| About this task |
Each line that contains the word "down" is to be copied from the records below.

Collected data
☆ ☆ ☆ ☆ ☆
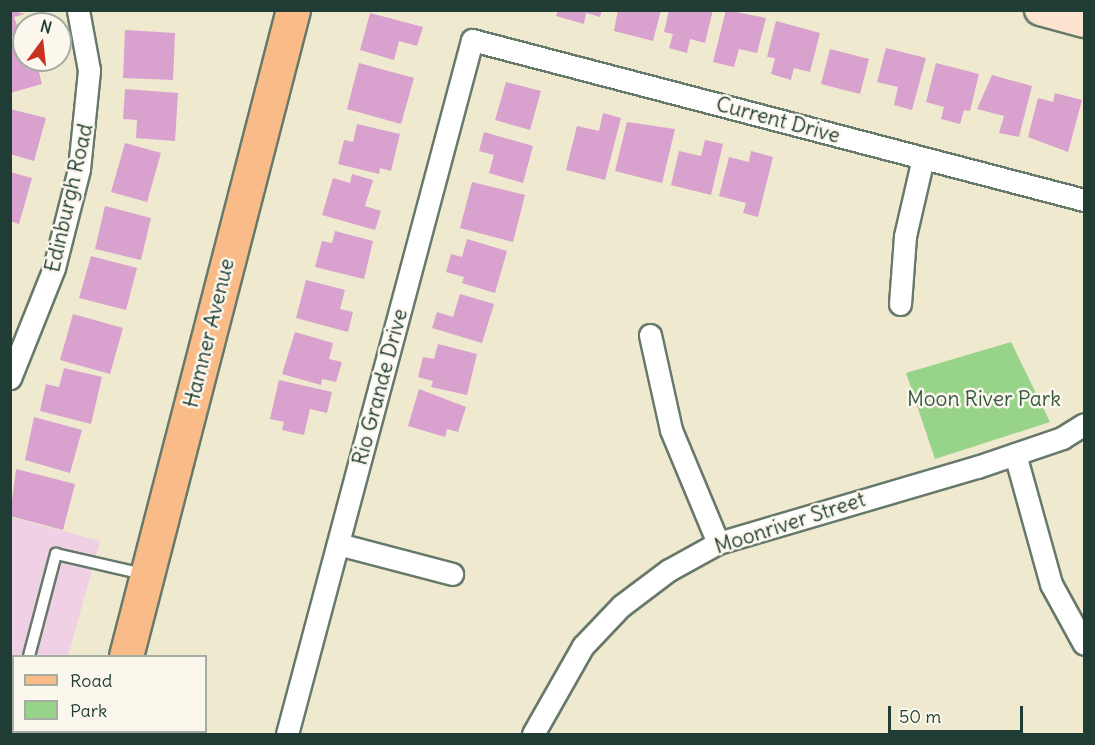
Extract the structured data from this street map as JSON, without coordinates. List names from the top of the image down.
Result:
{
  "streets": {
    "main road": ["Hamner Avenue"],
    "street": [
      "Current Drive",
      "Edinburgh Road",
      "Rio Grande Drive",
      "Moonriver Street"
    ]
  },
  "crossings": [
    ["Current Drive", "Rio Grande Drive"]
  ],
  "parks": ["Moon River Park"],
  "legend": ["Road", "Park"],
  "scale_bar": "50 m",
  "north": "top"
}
☆ ☆ ☆ ☆ ☆
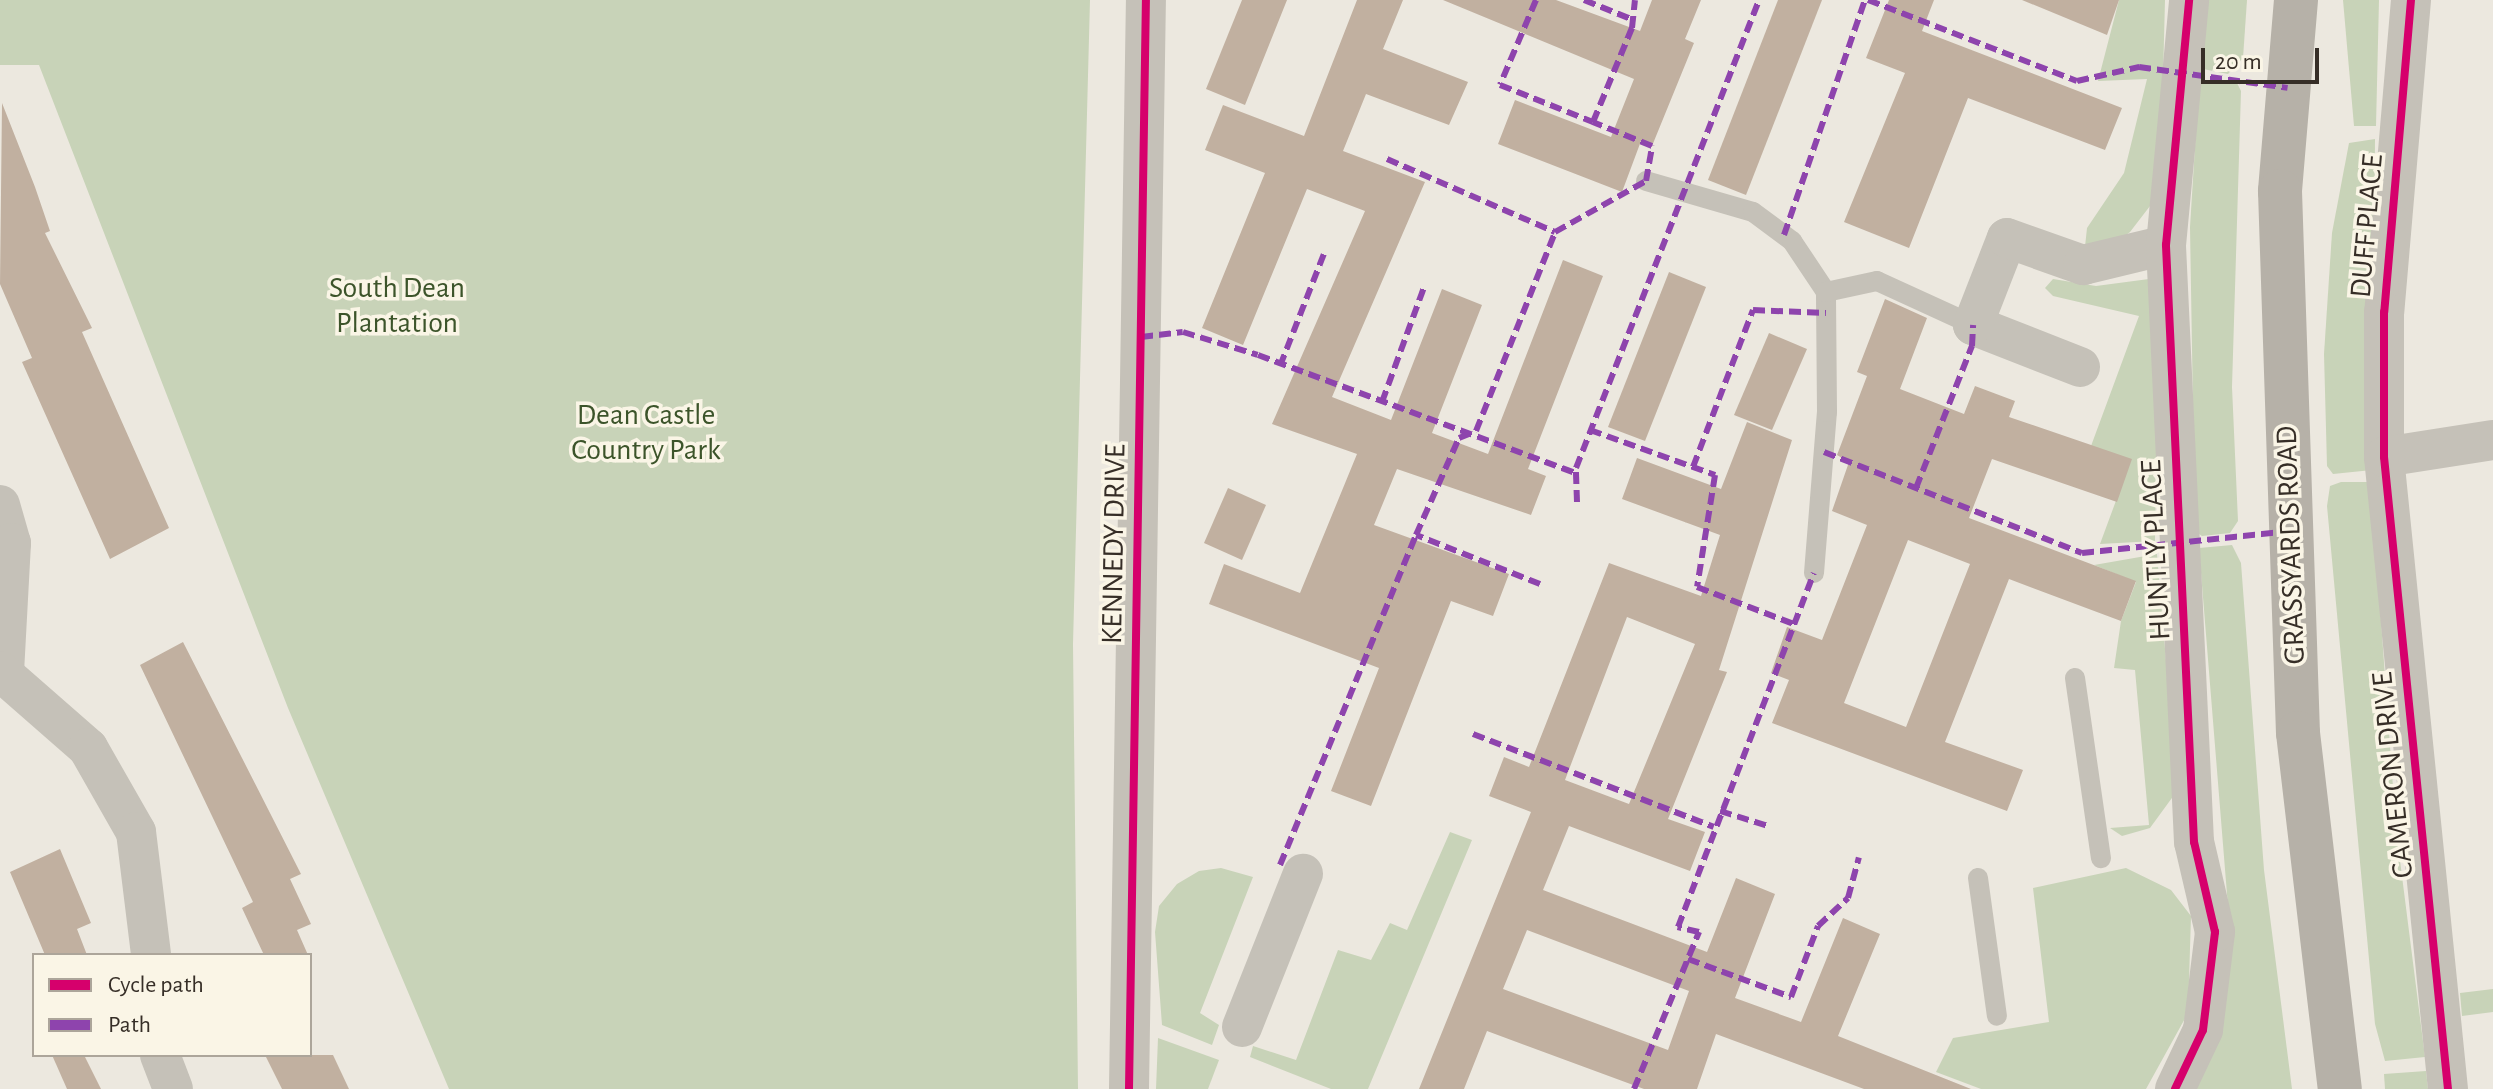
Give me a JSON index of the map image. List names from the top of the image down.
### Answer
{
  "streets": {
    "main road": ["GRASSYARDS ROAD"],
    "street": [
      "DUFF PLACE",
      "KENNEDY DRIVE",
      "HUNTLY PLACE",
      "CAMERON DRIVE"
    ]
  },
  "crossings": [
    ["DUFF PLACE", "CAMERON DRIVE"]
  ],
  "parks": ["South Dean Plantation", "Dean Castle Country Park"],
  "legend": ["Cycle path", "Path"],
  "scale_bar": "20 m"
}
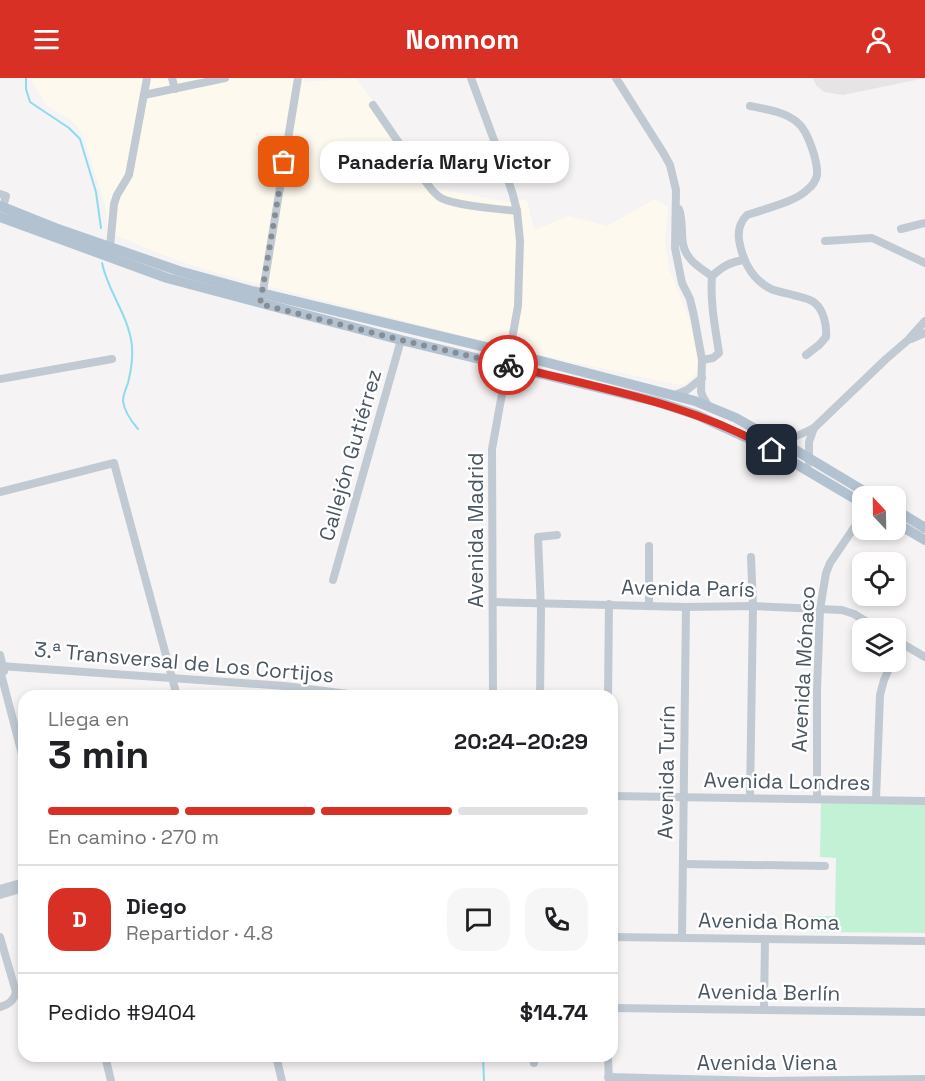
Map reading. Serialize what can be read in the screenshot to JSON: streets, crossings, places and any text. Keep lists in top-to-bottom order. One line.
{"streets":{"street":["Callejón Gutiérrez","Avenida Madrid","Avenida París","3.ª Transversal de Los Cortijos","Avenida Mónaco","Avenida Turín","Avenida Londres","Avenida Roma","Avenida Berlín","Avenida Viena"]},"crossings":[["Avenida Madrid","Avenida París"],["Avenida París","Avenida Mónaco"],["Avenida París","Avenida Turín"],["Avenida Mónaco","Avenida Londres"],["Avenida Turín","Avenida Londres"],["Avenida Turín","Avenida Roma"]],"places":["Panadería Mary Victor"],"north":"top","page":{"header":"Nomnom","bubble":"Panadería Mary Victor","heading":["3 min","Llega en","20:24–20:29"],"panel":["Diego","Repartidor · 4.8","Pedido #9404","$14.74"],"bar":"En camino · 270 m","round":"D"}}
☆ ☆ ☆ ☆ ☆
| Completed task |
Extract the structured data from this street map as JSON, without coordinates. List names from the top of the image down.
Give me a JSON index of the map image. List names from the top of the image down.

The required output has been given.